╭──
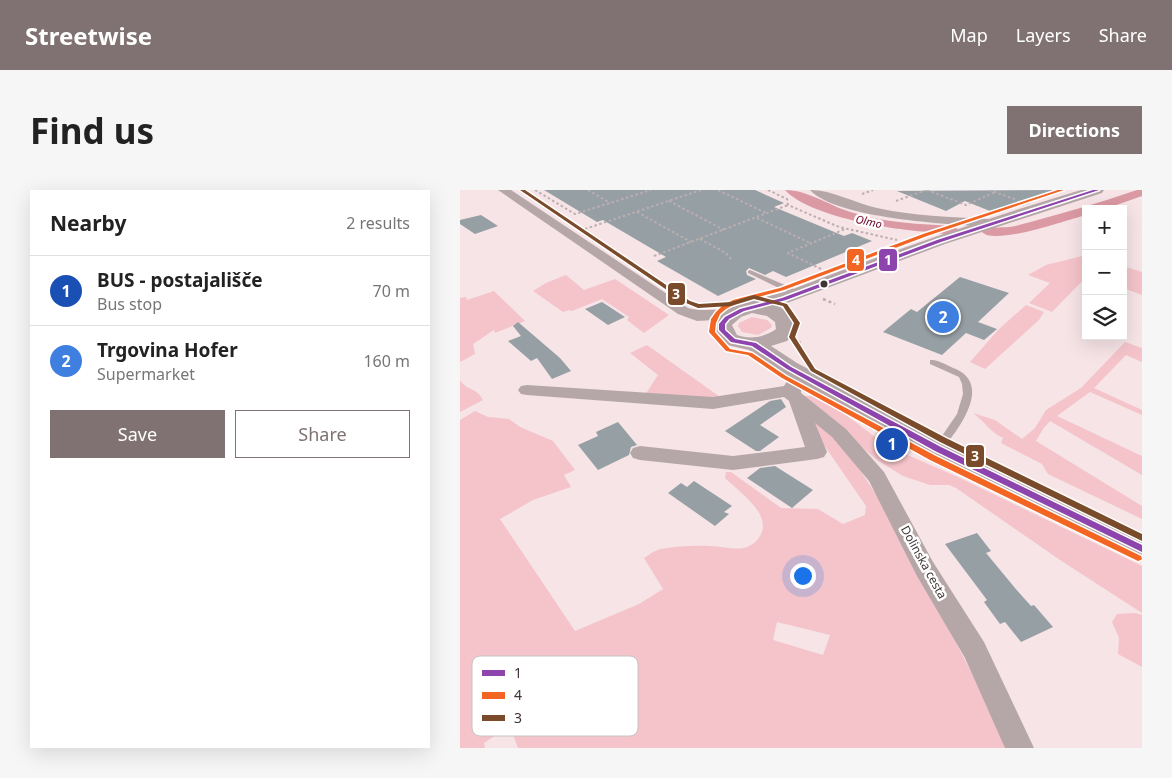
<!DOCTYPE html>
<meta charset="utf-8">
<style>
body{margin:0;font-family:"Noto Sans",sans-serif;background:#f6f6f6;color:#222}
.controls{position:absolute;right:15px;top:15px;display:grid;overflow:hidden;border-radius:0px;box-shadow:0 5px 20px #0002}
.controls button{width:45px;height:45px;display:grid;place-items:center;padding:0;border:0;border-bottom:1px solid #e0e0e0;background:#fff;color:#222;font:25px sans-serif}
.you{position:absolute;left:342px;top:385px;width:18px;height:18px;margin:-12px;border:4px solid #fff;border-radius:50%;background:#1a73e8;box-shadow:0 0 0 8px #1a73e833}
.badge{display:grid;place-items:center;width:32px;height:32px;border-radius:50%;background:#807273;color:#fff;font-size:16px;font-weight:700}
.pin{position:absolute;translate:-50% -50%;border:2px solid #fff;box-shadow:0 1px 5px #0006}
.list{margin:0;padding:0;list-style:none}
h2{display:flex;justify-content:space-between;align-items:center;height:65px;margin:0;padding:0 20px;font-size:21px}
h2 small{font-size:16px;font-weight:400;color:#767676}
.list li{display:grid;grid-template-columns:32px 1fr auto;gap:15px;align-items:center;box-sizing:border-box;height:70px;padding:0 20px;border-top:1px solid #e0e0e0}
.list b{display:block;font-size:19px;white-space:nowrap}
.list p{margin:0;font-size:16px;white-space:nowrap;color:#767676}
.list em{font-size:16px;font-style:normal;color:#767676}
.actions{display:flex;gap:10px;padding:15px 20px}
.actions a{flex:1;padding:11px 0;border:1px solid #807273;border-radius:0px;text-align:center;font-size:18px;color:#807273}
.actions .main{background:#807273;color:#fff}
.icon{flex:none;width:28px;height:28px;fill:none;stroke:currentColor;stroke-width:2;stroke-linecap:round;stroke-linejoin:round}
.map{position:relative;flex:none;width:682px;height:558px;overflow:hidden;border-radius:0px}
header{display:flex;align-items:center;gap:30px;box-sizing:border-box;height:70px;padding:0 25px;background:#807273;color:#fff}
header strong{font-size:24px}
nav{display:flex;gap:28px;margin-inline-start:auto;font-size:18px}
.intro{display:flex;align-items:center;justify-content:space-between;box-sizing:border-box;height:120px;padding:0 30px}
h1{margin:0;font-size:35px}
.button{padding:12px 22px;border-radius:0px;background:#807273;color:#fff;font-size:18px;font-weight:700}
main{display:flex;gap:30px;padding:0 30px}
aside{flex:1;background:#fff;border-radius:0px;box-shadow:0 5px 20px #0002}
.map>svg:first-child{display:block}
</style>
<header>
<strong>Streetwise</strong>
<nav><a>Map</a><a>Layers</a><a>Share</a></nav>
</header>
<div class="intro"><h1>Find us</h1><a class="button">Directions</a></div>
<main>
<aside>
<h2>Nearby<small>2 results</small></h2>
<ul class="list">
<li><span class="badge" style="background:#1a4fb4">1</span><div><b>BUS - postajališče</b><p>Bus stop</p></div><em>70 m</em></li>
<li><span class="badge" style="background:#3f7fe0">2</span><div><b>Trgovina Hofer</b><p>Supermarket</p></div><em>160 m</em></li>
</ul>
<div class="actions"><a class="main">Save</a><a>Share</a></div>
</aside>
<div class="map">
<svg width="682" height="558" viewBox="0 0 682 558">
<rect width="100%" height="100%" fill="#f6e4e7"/>
<path fill="#f4c4ca" fill-rule="evenodd" d="M626 65V87L592 122 569 113 590 93 568 85 586 75Z
M663 76 682 82V105L663 98Z
M106 85 124 100 155 89 209 125 184 143 167 130 169 127 142 109 112 121 109 120 103 122 73 101 86 93Z
M34 101 65 131 35 143 34 140 13 154 15 164 0 172V108L6 107 7 110Z
M566 115 584 122 579 130 525 179 510 172 539 139Z
M292 127 307 130 312 135 311 138 298 145 282 142 278 136 279 133Z
M665 152 682 158V172L666 165 634 198 682 220V225L630 202 597 226 682 266V285L590 231 583 239 576 251 682 316V329L588 284 582 274 541 253 543 248C531 243 524 231 513 223L535 230 562 249 575 238 586 220 621 198Z
M187 155 260 207 232 208 185 205 198 185 170 163Z
M0 190C7 201 16 197 23 210L0 222Z
M345 206H352L382 222 427 256 500 288 682 376V423L600 370 496 298 489 295H470L443 286 417 270 345 209Z
M15 221 28 227 49 229 60 237 93 251 115 280 104 285 111 297 73 310 40 329 115 441 179 414 203 399 184 368C189 365 195 360 201 359 215 356 236 355 251 356 270 357 288 365 300 346 313 324 279 302 265 288L266 282H271L321 318 358 319 383 334 405 325 406 316 364 255 353 234 359 231 380 250 427 321 551 558H58L50 536 24 553 25 558H0V230ZM317 432 370 445 363 465 313 450Z
M675 423 682 425V477L658 464 659 448 652 432 657 424Z"/>
<g fill="none" stroke-linecap="round" stroke-linejoin="round">
<path fill="#da99a3" fill-rule="evenodd" d="M325 0C349 0 371 17 394 23 426 33 460 34 493 36L499 40C493 47 478 43 470 42 434 40 350 27 325 0Z
M677 0H682V6L645 19H626V25C607 30 534 56 522 42 528 35 545 39 555 36 597 25 636 14 677 0Z"/>
</g>
<path fill="#969fa4" d="M84 0H295L324 13 314 17 384 46 392 43 412 51 326 87 313 81 305 85 289 78 286 81 287 85 296 89 258 106 197 71 206 67 143 30 137 32Z
M597 0 568 14 553 18 549 17 535 23 505 11 486 21 437 1Z
M21 25 38 36 15 44 0 34V30Z
M500 87 549 103 518 132 537 139 524 150 506 143 482 165 423 142 451 119 457 122Z
M142 112 165 127 148 135 125 119Z
M58 132 100 168 111 181 92 189 77 168 71 171 48 151 61 146 53 136Z
M321 209 326 217 300 235 319 247 300 261H296L265 241 310 211Z
M158 232 177 255 171 257 169 265 138 280 118 255 138 246 136 242Z
M315 276 353 300 332 318 287 288 300 278Z
M234 291 272 316 264 322 269 324 255 336 208 303 221 293 227 297Z
M517 343 531 361 526 363 555 398 571 416 574 415 593 437 561 452 545 432 540 434 524 412 527 410 485 354Z"/>
<g fill="none" stroke-linecap="round" stroke-linejoin="round">
<path stroke="#bbaeb0" stroke-width="2" stroke-dasharray="2.5 2.5" stroke-linecap="butt" d="M75 0 115 24 191 0
M128 0 150 13
M258 0 306 23
M308 0 327 9 328 15 379 37 437 50
M467 0 506 15 535 2
M529 0 557 10
M402 4 413 0
M209 11 264 40
M436 11 466 0
M177 22 231 52
M297 28 350 53
M125 39 241 0
M240 49 266 63 272 70
M194 66 328 15
M361 79 328 63 385 39"/>
<path stroke="#bbaeb0" stroke-width="2.5" stroke-dasharray="3 3" stroke-linecap="butt" d="M363 109 375 114
M339 151 344 166"/>
<path fill="#b5a7a8" fill-rule="evenodd" d="M290 80 339 101 340 103 333 105 288 83V81Z
M470 170C478 169 488 176 496 179 533 196 497 241 481 261L478 262 473 259 497 224 503 204 502 194 499 187 470 174Z"/>
<path fill="#b5a7a8" fill-rule="evenodd" d="M38 0H51L228 118C242 123 275 116 281 124L273 129 237 131 218 124Z
M350 0C373 0 394 13 417 18 453 26 491 27 528 29L534 33 528 37C489 34 377 29 350 0Z
M346 183 352 184 355 188 341 198V203L386 239 424 282 473 372 524 452 574 558H545L505 468 457 386 409 291 372 247 355 233 367 262 364 267 357 269 273 280 180 270 173 268 170 263 173 258 180 256 273 266 345 257 329 211 324 207 253 219 67 205 61 204 58 200 61 196 67 195 253 207 324 196 327 191Z"/>
<path fill="#b5a7a8" fill-rule="evenodd" d="M621 0H644L642 3 485 54 319 116 332 126 336 141 327 151 311 156 337 173 487 253 682 346V371L469 265 321 183 289 160 263 154 254 143 252 134C256 128 261 122 268 118 288 108 313 107 333 99 428 62 524 29 621 0ZM292 123 307 126 315 132 316 139C305 147 290 150 277 145L272 135 281 127Z"/>
<defs>
<path id="bus-1" d="M633 0H639L481 52 326 110 284 121 269 129 265 134V140L275 149 296 153 331 177 481 257 682 355V362L475 261 327 179 292 156 271 152 259 140V134L265 127 280 119 322 108 477 50Z"/>
<path id="bus-2" d="M598 0H604L467 46 324 100 277 113 266 119 260 124 256 133 255 142 270 159 292 163 326 186 476 266 681 366 682 369 681 370 678 371 470 270 322 188 288 165 266 161 249 142 251 129 256 122 262 116 273 110 320 98 463 44Z"/>
<path id="bus-3" d="M60 0H65L230 111 239 114 271 112 294 105 327 114 340 133 335 147 355 179 486 248 682 344V351L480 252 351 181 329 147 334 133 323 116 294 109 271 116 238 118 226 113Z"/>
</defs>
<use href="#bus-1" stroke="#fff" stroke-width="3"/>
<use href="#bus-2" stroke="#fff" stroke-width="3"/>
<use href="#bus-3" stroke="#fff" stroke-width="3"/>
<use href="#bus-1" fill="#8e44ad" fill-rule="evenodd"/>
<use href="#bus-2" fill="#f26522" fill-rule="evenodd"/>
<use href="#bus-3" fill="#7a4b2a" fill-rule="evenodd"/>
</g>
<circle fill="#403435" stroke="#fff" stroke-width="2" cx="364" cy="94" r="4.5"/>
<g text-anchor="middle" dominant-baseline="central" stroke-width="5" stroke-linejoin="round" paint-order="stroke">
<g font-size="11" font-style="italic" fill="#6b0025" stroke="#fff">
<text transform="translate(409 31) rotate(12)">Olmo</text>
</g>
<g font-size="12" fill="#403435" stroke="#fff">
<text transform="translate(464 372) rotate(61)">Dolinska cesta</text>
</g>
</g>
<rect x="12" y="466" width="166" height="80" rx="8" fill="#fff" stroke="#c6c2c2" stroke-width="1"/>
<rect x="22" y="480" width="23" height="6" fill="#8e44ad"/>
<rect x="22" y="502" width="23" height="7" fill="#f26522"/>
<rect x="22" y="525" width="23" height="6" fill="#7a4b2a"/>
<g font-size="14" fill="#403435">
<text x="54" y="488">1</text>
<text x="54" y="510">4</text>
<text x="54" y="533">3</text>
</g>
<g stroke="#fff" stroke-width="2">
<rect x="418" y="58" width="20" height="24" rx="5" fill="#8e44ad"/>
<rect x="386" y="58" width="19" height="24" rx="5" fill="#f26522"/>
<rect x="207" y="92" width="19" height="24" rx="5" fill="#7a4b2a"/>
<rect x="505" y="254" width="20" height="24" rx="5" fill="#7a4b2a"/>
</g>
<g font-size="14" text-anchor="middle" font-weight="bold" fill="#fff">
<text x="428" y="75">1</text>
<text x="396" y="75">4</text>
<text x="216" y="109">3</text>
<text x="515" y="271">3</text>
</g>
</svg>
<div class="controls">
<button>+</button>
<button>−</button>
<button><svg class="icon" aria-label="layers" viewBox="0 0 24 24"><path d="M12 4l9 5-9 5-9-5zM3 14l9 5 9-5"/></svg></button>
</div>
<div class="you"></div>
<div class="pin badge" style="left:432px;top:254px;background:#1a4fb4">1</div>
<div class="pin badge" style="left:483px;top:127px;background:#3f7fe0">2</div>
</div>
</main>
╰──
What needs to be done >>
The expected answer is an exact copy of the lines above, beginning at the line with "M566 115 584" and ending at the line with "M0 190C7 201 16 197 23 210L0 222Z", with both ends in.

Solution to the exercise >>
M566 115 584 122 579 130 525 179 510 172 539 139Z
M292 127 307 130 312 135 311 138 298 145 282 142 278 136 279 133Z
M665 152 682 158V172L666 165 634 198 682 220V225L630 202 597 226 682 266V285L590 231 583 239 576 251 682 316V329L588 284 582 274 541 253 543 248C531 243 524 231 513 223L535 230 562 249 575 238 586 220 621 198Z
M187 155 260 207 232 208 185 205 198 185 170 163Z
M0 190C7 201 16 197 23 210L0 222Z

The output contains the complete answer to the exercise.